Digesting the Federal Reserve’s latest meeting and its impact on the US dollar and US rate expectations was the order of the day yesterday. As we highlighted yesterday, the main reaction is to smash the consensus on a number of issues that the market took as close to sure thing as you can get. These are namely that the USD will continue to run higher through 2015 as the Federal Reserve hikes interest rates.
Rally over for the dollar?
Both HSBC (LONDON:HSBA) and JP morgan put out notes yesterday calling the end of the run higher for the USD. Both based their thoughts around the doubts that the rally could be sustained in the face of lower inflation within the US economy and globally. A strong dollar while reducing inflation also pressures growth lower as companies with overseas operations see profit margins squeezed. Q1 has been filled with stories from US multinationals losing money on their European assets in dollar terms. The amount lost by Apple (NASDAQ:AAPL) on currency in Q4 was more than Google (NASDAQ:GOOGL) is worth.
Janet Yellen and the Federal Reserve have introduced some two-way risks to USD markets following its performance as a one-way street for the best part of the year. Although a rate hike in September of this year is a lot earlier than any other central bank the uncertainty is back.
A rate cut from the Bank of England?
Andy Haldane, the Bank of England’s Chief Economist, yesterday delivered a speech to businesses that took sterling lower on the session.

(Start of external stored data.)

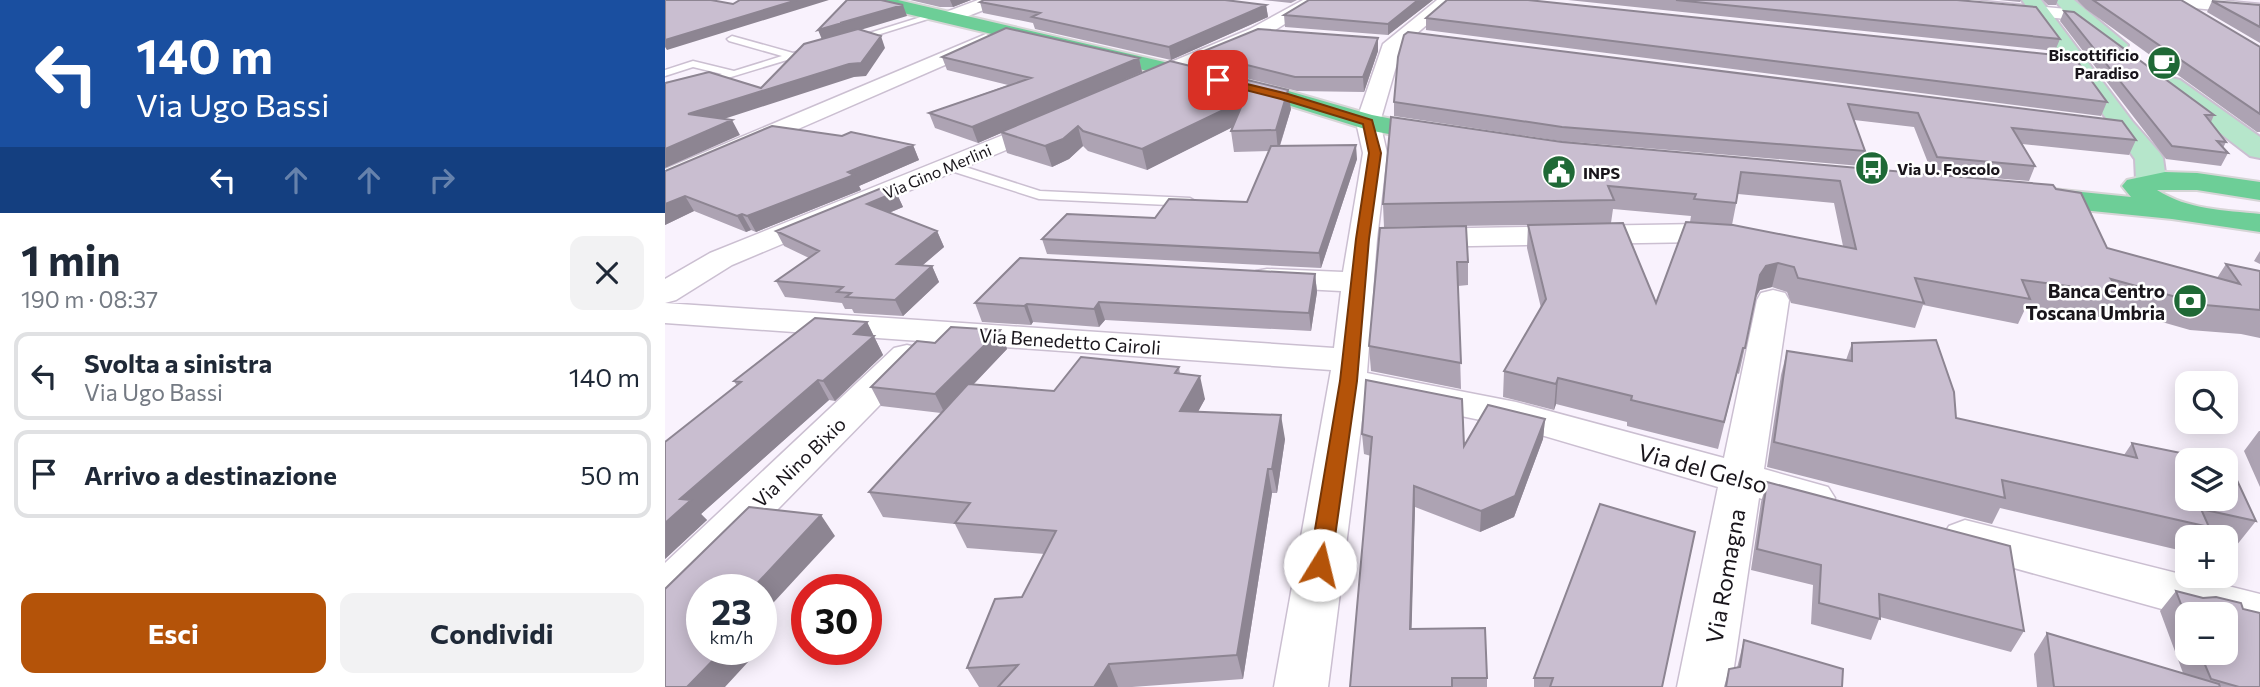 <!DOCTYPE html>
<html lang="it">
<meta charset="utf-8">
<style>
:root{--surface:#fff;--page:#f2f2f3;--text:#1f2937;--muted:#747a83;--line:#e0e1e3;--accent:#b45309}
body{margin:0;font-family:Commissioner,sans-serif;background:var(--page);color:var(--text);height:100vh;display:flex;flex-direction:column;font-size:26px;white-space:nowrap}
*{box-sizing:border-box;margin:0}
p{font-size:23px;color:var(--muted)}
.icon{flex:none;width:38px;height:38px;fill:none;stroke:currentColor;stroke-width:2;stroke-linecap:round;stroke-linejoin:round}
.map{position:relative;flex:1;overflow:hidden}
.side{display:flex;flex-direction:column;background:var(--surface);width:665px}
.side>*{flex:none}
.hud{background:#1a4fa0;color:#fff;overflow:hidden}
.fabs{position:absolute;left:1510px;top:371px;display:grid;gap:14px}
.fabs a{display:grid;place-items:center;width:63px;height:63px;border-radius:14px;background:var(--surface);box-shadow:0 4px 18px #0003;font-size:35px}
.speed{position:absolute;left:21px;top:574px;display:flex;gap:14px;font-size:35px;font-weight:700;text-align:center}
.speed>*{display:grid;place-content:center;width:91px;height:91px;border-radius:50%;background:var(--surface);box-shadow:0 4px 18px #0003;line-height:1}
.speed small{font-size:18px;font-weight:400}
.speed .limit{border:10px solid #d22;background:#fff;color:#111}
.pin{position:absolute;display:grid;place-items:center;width:60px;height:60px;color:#fff;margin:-30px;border-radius:14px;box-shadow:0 4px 10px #0006}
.me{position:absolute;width:77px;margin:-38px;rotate:9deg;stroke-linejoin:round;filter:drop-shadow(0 0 5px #0008)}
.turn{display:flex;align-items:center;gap:24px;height:147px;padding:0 21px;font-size:32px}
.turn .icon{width:91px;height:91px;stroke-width:2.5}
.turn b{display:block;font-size:49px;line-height:60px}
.lanes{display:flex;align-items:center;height:66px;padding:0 21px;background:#0003;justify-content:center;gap:35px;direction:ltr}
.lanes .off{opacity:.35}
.round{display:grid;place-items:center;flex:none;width:74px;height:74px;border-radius:14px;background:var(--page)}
.headline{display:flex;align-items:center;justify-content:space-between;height:119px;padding:0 21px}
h1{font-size:42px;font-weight:700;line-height:52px}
.action{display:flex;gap:14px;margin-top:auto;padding:14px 21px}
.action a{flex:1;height:80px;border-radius:14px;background:var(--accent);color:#fff;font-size:28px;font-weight:700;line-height:80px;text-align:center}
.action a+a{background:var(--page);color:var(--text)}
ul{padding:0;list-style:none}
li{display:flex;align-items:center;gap:21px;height:88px;margin:0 14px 10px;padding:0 7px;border:4px solid var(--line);border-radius:14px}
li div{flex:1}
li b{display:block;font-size:26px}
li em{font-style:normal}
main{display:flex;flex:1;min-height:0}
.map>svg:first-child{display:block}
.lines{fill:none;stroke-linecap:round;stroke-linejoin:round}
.lane-casing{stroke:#cbbfd1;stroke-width:3}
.street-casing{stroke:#cbbfd1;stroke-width:3}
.secondary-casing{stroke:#cbbfd1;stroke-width:4}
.primary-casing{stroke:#d6d5d6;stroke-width:4}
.lane{fill:#fff;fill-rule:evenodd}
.street{fill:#fff;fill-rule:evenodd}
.secondary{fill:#b6e6cb;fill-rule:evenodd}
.primary{fill:#6dce97;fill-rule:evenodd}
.wall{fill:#ada3b3;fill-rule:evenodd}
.shaded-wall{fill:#8d8592}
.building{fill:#c9bed0;stroke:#8d8592;stroke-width:2}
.route{fill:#b45309;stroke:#753606;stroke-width:2}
.labels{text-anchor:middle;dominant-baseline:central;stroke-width:5;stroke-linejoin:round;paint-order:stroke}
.far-poi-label{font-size:16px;font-weight:bold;fill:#19151b;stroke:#fff;text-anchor:start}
.far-street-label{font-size:16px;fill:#19151b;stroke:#fff}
.poi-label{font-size:19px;font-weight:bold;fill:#19151b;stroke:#fff;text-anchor:end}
.street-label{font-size:19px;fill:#19151b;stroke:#fff}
.near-street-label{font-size:23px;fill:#19151b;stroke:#fff}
</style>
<main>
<section class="side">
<div class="hud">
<div class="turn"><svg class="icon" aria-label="left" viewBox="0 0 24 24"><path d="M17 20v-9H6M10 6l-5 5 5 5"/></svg><div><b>140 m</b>Via Ugo Bassi</div></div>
<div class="lanes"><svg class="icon" aria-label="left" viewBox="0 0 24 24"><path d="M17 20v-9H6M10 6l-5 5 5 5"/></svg><svg class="icon off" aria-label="ahead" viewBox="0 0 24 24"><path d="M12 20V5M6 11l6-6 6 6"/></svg><svg class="icon off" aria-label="ahead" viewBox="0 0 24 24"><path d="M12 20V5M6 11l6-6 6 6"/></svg><svg class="icon off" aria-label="right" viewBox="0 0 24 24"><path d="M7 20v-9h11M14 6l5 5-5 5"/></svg></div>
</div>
<div class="headline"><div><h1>1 min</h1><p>190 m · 08:37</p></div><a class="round"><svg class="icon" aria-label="close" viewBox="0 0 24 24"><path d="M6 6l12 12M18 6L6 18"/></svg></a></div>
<ul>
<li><svg class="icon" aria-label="left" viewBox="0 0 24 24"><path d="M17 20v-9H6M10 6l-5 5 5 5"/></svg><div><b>Svolta a sinistra</b><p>Via Ugo Bassi</p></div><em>140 m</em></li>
<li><svg class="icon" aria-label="arrive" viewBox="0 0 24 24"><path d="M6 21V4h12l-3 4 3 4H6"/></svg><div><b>Arrivo a destinazione</b></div><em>50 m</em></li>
</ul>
<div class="action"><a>Esci</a><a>Condividi</a></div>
</section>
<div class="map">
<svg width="1595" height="687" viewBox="0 0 1595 687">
<rect width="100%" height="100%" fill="#f9f2fd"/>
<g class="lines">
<g class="lane-casing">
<path id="lane" d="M272 12 279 14 190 42 182 40Z
M67 36 128 53 150 47 155 50 0 97V91L57 74 28 67 0 76V70L28 61 69 71 117 56 64 41 62 39Z
M285 162 375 191 525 198 532 202 525 206 374 199 280 169V163Z"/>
</g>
<g class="street-casing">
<path id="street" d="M313 0H336L334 4 293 20 287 21 278 16 281 12Z
M638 0H658L599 37 484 88H468L465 83 468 78 585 29Z
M772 0H791L737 46 715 122 722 153 712 239 702 373 851 402 1059 458 1092 300 1096 293 1108 290 1120 293 1124 300 1099 469 1163 487 1170 498 1163 509 1148 514 1094 498 1066 687H1012L1053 487 849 427 700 396 663 687H609L666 370 0 323V303L669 348 676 291 602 287 591 285 586 278 591 271 602 269 678 272 698 153 691 122 718 44Z
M1242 0H1306L1412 10 1421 15 1412 20 1250 5Z
M1487 0H1552L1595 4V14L1495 5Z
M321 34 331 40 328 44 0 187V169Z
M383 117 391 119 395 124 391 129 67 265 11 300 0 303V279L45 253Z
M1035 224 1074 231 1079 237 1074 243 1064 246 1035 242 753 247 743 244 738 238 743 232 753 229Z
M242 345 255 348 260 356 255 364 17 607 0 613V563L229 348Z
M1300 520 1595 594V636L1561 627V614L1522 616 1284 550 1277 538 1284 526Z"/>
</g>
<g class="secondary-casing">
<path id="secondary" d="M1357 0H1376L1467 121 1494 152 1498 158 1501 180 1496 186 1486 189 1476 186 1471 180 1470 159Z
M1390 0H1409L1463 45 1460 50H1444L1405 19Z
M1507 78 1515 80 1595 137V158L1585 156 1499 90 1495 85 1499 80Z"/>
</g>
<g class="primary-casing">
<path id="primary" d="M200 0H233L620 90 707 115 784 130 788 136 784 142 775 144 703 130 613 102 209 6Z
M1500 172 1532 173 1595 182V200L1532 190H1492C1523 210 1559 210 1595 214V232L1507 219 1367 205 1356 202 1352 196 1356 190 1367 187 1466 197 1457 186 1462 180Z"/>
</g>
<use href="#lane" class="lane"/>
<use href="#street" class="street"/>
<use href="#secondary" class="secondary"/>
<use href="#primary" class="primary"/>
</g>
<path class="wall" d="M245 0H306L288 7H275Z
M597 0H632L626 3Z
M644 0H768L723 35 620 27 619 15Z
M903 0H1292L1395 39 1390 51Z
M1334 0H1356L1355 2Z
M1378 0H1393L1391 5H1383Z
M1412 0H1516L1595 47V132H1592L1421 9Z
M1547 1 1595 5V43L1542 12Z
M315 2 601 5 603 17 506 60 370 29 368 23 318 13Z
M1399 11 1549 115 1546 122 1561 142 1558 148 1563 153 1556 166 1501 159 1395 21Z
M761 18 1442 102 1436 116 761 30Z
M739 35 1471 140 1464 155 1357 144 1370 166 1364 181 1267 173 1249 127 1189 120 1200 151 1196 166 896 141 1391 189 1442 248 1552 278 1561 264 1595 271V338L1576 334 1525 330 1448 308 1442 318 1361 307 1353 324 1258 305 1250 328 1126 303 1122 292 1107 287 1095 290 1091 298 1074 374 1072 373 1053 449 962 426V422L891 404 889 410 838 397 839 371 876 308 862 248 863 225 719 227 718 204 895 141 729 116V102ZM1073 194 1169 203 1178 246 1067 225ZM948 209 1026 216 1025 222 991 303 946 223Z
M713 51 699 92 632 91 537 67 534 53Z
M277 57 474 58 477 72 410 101 626 109 615 146 692 159 656 268 382 254 377 239 582 202 604 151 569 152 566 131 567 127 482 170 423 151 418 146 404 159 387 167 342 153 336 133 313 143 270 128 264 113 343 85 282 70Z
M248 145 254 160 194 186 196 190 91 232 86 230 81 232 29 211 0 225V171Z
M231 192 238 207 224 213 272 231 279 247 257 266H267L274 282 238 316 189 313 187 309H180L177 303 120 297 111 281 144 258 119 246 111 231Z
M715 228 803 262V285L793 286 796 389 706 371 704 346Z
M1595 251V264L1589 261Z
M650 274 652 292 646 331 440 320 434 327 368 322 366 325 317 322 310 303Z
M202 322 218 355 170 401 164 400 36 514 42 520 0 559 72 386 69 381Z
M335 330 342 349 309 384 389 391 514 367 515 374 540 399 533 411 620 439 612 493H607L578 679 467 687H314L302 668 357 597 380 554 302 548 290 524 218 517 204 492 276 413 216 406 206 387 270 343Z
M1187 343 1291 418 1459 455 1467 443 1591 521 1571 546 1561 544V537H1522V552L1335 508 1327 524 1102 467 1116 375 1122 351 1181 360Z
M880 419 878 439 849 517 815 532 750 507 746 629 822 678V687H685L706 456 699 454 697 434 799 446Z
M1594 431H1595V487L1579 451Z
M1102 482 1359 631 1346 652 1215 617 1206 640 1146 624 1148 585 1086 570 1096 502Z
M935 504 997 687H869V678Z
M1511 591 1595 687H1372L1369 654 1382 633 1518 673 1495 611ZM1522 614 1561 653H1522Z
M1079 640 1177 687H1059L1064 669 1072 668Z"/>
<path class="shaded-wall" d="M132 0H164L2 50 0 47V40Z
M285 0H306L288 7Z
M753 0H768L723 35V24Z
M238 5 242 16 182 34 158 42 153 30 175 23Z
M601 5 603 17 506 60 504 47Z
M216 36 220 48 201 76 189 77 31 128 23 114 184 64Z
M713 38V51L699 92 698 77Z
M474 58 477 72 313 143 307 127Z
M623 90 626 109 613 151 611 130Z
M579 100 582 120 482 170 477 149Z
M67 120 75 135 0 168V149Z
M413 126 418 146 404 159 387 167 380 146Z
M248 145 254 160 194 186 196 190 91 232 82 216Z
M691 145 692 159 656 268 654 253Z
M231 192 238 207 209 219 202 204Z
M20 196 29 211 0 225V204Z
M77 214 86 230 81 232 72 216Z
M272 231 279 247 240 280 232 264Z
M1113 263 1107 287 1095 290 1089 299 1095 275 1101 266Z
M267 266 274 282 238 316 230 300Z
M650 274 652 292 646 331 644 313Z
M434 302 440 320 434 327 429 309Z
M362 304 368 322 366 325 359 306Z
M202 322 218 355 170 401 158 381 189 334Z
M335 330 342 349 280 414 270 394Z
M535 376 540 399 521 434 515 411Z
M893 378 891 404 889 410 891 384Z
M153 380 164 400 36 514 42 520 0 559V523L15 499Z
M616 415 620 439 612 493 607 469Z
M880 419 878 439 849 517 815 532 816 511Z
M603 469 607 493 578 679 572 655Z
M749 486 750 507 746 650 745 629Z
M156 515 170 536 96 616V590H86Z
M59 649H95L60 687H22Z
M444 664 453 687H429Z"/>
<path class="building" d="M0 0H46L68 4 75 0H132L0 40Z
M182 0H216L238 5 175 23H177L153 30Z
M319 0H560L601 5 504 47 367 17 375 13 315 2Z
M644 0H753L723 24 619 15Z
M782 0H863L1409 57 1442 102 761 18Z
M1011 0H1292L1371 7 1395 39Z
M1428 0H1516L1595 47V114Z
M1547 1 1595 5V27Z
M1399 11 1409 12 1549 115H1540L1561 142 1552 141 1563 153 1507 146Z
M341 28 474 58 307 127 264 113 366 78 277 57Z
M193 29 216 36 196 63 184 64 23 114 67 120 0 149V83L44 72 96 88 139 44Z
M593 29 713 38 698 77H630L534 53Z
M743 32 1457 121 1471 140 1347 128 1370 166 1272 157 1253 113 1183 104 1200 151 897 127 729 102 733 57 739 35Z
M505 61 623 90 611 130 566 131 579 100 477 149 418 131 413 126 398 139 380 146 336 132Z
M726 117 897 142 1388 185 1391 189 1416 193 1442 248 1575 284 1561 264 1595 271V310L1540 305 1446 279 1456 293 1357 280 1365 299 1250 278 1259 303 1133 278 1129 267 1113 263 1101 266 1095 275 1080 348H1078L1059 422 966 400 967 396 893 378 891 384 839 371 881 299 863 225 958 223 991 303 1021 222 1068 225 1191 249 1175 181 1076 172 1071 203 1029 199 1031 194 943 186 949 200 718 204Z
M107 126 177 136 186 132 248 145 183 172 189 175 82 216 77 214 72 216 20 196 0 204V171Z
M691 145 654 253 377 239 402 214 490 218 504 199 582 202 606 146Z
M219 187 231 192 202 204 272 231 232 264 267 266 230 300 181 297 186 293 172 292 178 287 111 281 154 251 111 231Z
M801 226 803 262H792L796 363 704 346 715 228Z
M355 258 650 274 644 313 434 302 429 309 362 304 359 306 310 303Z
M150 318 202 322 189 334 209 336 158 381 153 380 15 499 26 500 0 523V442L76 382 69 381Z
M286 327 335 330 270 394 206 387 252 341 270 343Z
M1271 340 1289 392 1291 418 1472 458 1467 443 1550 460H1522V499H1561V462L1564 463 1591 521 1536 509 1544 527 1337 480 1340 498 1109 442 1122 351 1187 361V343Z
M416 357 514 367 510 373 535 376 515 411 616 415 607 469H603L572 655 444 664 429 687H333L353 665 302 668 330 599 357 597 391 531 290 523 305 503 204 492 303 384 389 391Z
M701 380 797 399 799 446 823 405 880 419 850 496 816 511 749 486 745 629 820 628 822 678H787V687H685L707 437 697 434Z
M1102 482 1345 546 1359 631 1214 594 1215 619 1154 603 1156 565 1092 549Z
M935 504 1030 532 997 687H885L888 678H869Z
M84 507 156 515 86 590H37V649H59L22 687H0V589Z
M1511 591 1538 598 1551 597 1576 603 1578 609 1595 613V687H1574L1546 679 1535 653H1561V614H1522V620Z
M1382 633 1554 684 1555 687H1389Z
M1079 640 1178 669 1177 687H1061L1064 669 1075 667Z"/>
<path class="route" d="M553 77 623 94 707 120 716 153 704 239 692 381 666 565 663 571 655 574 648 571 644 565 675 381 691 239 704 153 698 124 616 99 549 82V78Z"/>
<defs>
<g id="cafe-disc" transform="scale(1.75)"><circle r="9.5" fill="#1f6936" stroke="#fff"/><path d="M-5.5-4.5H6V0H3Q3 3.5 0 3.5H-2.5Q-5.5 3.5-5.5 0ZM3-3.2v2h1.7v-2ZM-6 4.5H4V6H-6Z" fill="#fff"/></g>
<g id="bus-disc" transform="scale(1.75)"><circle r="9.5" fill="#1f6936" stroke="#fff"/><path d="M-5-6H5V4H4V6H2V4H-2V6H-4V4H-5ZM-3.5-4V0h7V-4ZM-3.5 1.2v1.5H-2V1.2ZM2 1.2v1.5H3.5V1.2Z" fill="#fff"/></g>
<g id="civic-disc" transform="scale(1.75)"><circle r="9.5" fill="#1f6936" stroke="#fff"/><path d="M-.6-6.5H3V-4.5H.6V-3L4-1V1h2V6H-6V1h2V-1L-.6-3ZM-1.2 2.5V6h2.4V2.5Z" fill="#fff"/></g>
<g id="bank-disc" transform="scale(1.75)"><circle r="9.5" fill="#1f6936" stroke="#fff"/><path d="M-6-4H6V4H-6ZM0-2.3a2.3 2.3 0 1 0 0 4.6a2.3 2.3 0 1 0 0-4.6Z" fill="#fff"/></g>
</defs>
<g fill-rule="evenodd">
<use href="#cafe-disc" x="1499" y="63"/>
<use href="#bus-disc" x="1207" y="168"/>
<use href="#civic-disc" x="894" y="172"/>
<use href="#bank-disc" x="1525" y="301"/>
</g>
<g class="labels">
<g class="far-poi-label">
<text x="1474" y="54" text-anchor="end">Biscottificio<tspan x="1474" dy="18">Paradiso</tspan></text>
<text x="1232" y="168">Via U. Foscolo</text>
<text x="918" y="172">INPS</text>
</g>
<g class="far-street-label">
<text transform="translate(272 171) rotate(-23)">Via Gino Merlini</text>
</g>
<g class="poi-label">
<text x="1500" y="290">Banca Centro<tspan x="1500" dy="22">Toscana Umbria</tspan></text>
</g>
<g class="street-label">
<text transform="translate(405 341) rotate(4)">Via Benedetto Cairoli</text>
<text transform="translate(134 462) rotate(-44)">Via Nino Bixio</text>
</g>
<g class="near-street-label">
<text transform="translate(1038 468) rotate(15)">Via del Gelso</text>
<text transform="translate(1060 576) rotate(-80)">Via Romagna</text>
</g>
</g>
</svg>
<div class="fabs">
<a><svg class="icon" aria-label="search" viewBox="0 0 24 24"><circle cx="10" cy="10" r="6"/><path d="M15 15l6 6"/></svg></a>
<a><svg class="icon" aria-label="layers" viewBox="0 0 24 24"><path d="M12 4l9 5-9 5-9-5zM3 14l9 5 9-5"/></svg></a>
<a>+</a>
<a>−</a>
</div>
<div class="speed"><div>23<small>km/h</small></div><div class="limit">30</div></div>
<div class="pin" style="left:553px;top:80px;background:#d93025"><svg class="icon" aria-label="arrive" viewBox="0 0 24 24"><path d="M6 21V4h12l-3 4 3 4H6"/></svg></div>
<svg class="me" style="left:655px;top:565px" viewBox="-20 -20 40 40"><circle r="19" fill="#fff"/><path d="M0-13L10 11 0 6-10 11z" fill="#b45309"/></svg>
</div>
</main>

While he said that there was no immediate case to change policy in the United Kingdom, the risks for inflation here are skewed towards the downside as a result of combination of low oil prices, poor demand, and strength of the pound.
He then went on to say that he saw the decision as to whether the Bank of England should hike or cut interest rates as balanced. “In my view, that means policy needs to stand ready to move off either foot in the period ahead” he said, before emphasizing this could be done via an interest rate cut or an increase in QE.
UK inflation fears
The fears over inflation stem from the belief that the labor market in the UK is not bringing wages higher fast enough. Haldane sees that the level of slack that needs to be taken up within the UK jobs market is vastly more than the Bank of England is predicting at the moment and therefore wage increases may remain difficult to come by in the coming months and years ahead.
Well we now know who the most dovish member of the MPC is. While you must never say never in financial markets, the surprise of an interest rate cut from the Bank of England would be quite something. In any case, sterling was taken lower by this talk and will have to rely on inflation and wage data to reverse this and Haldane’s thoughts.
Australia looking at ‘sub-average’ growth
Reserve Bank of Australia Governor Glenn Stevens gave a speech overnight in Melbourne “The massive run-up in the resources sector capital spending that was a natural response to earlier very high prices is reversing, causing a drag on demand. The decline in the exchange rate is assisting the transition. But we have always said we cannot hope to fine-tune this transition.” The decision at the margin for policymakers in Australia, and in many countries is whether interest rates, that are already low, are not low enough.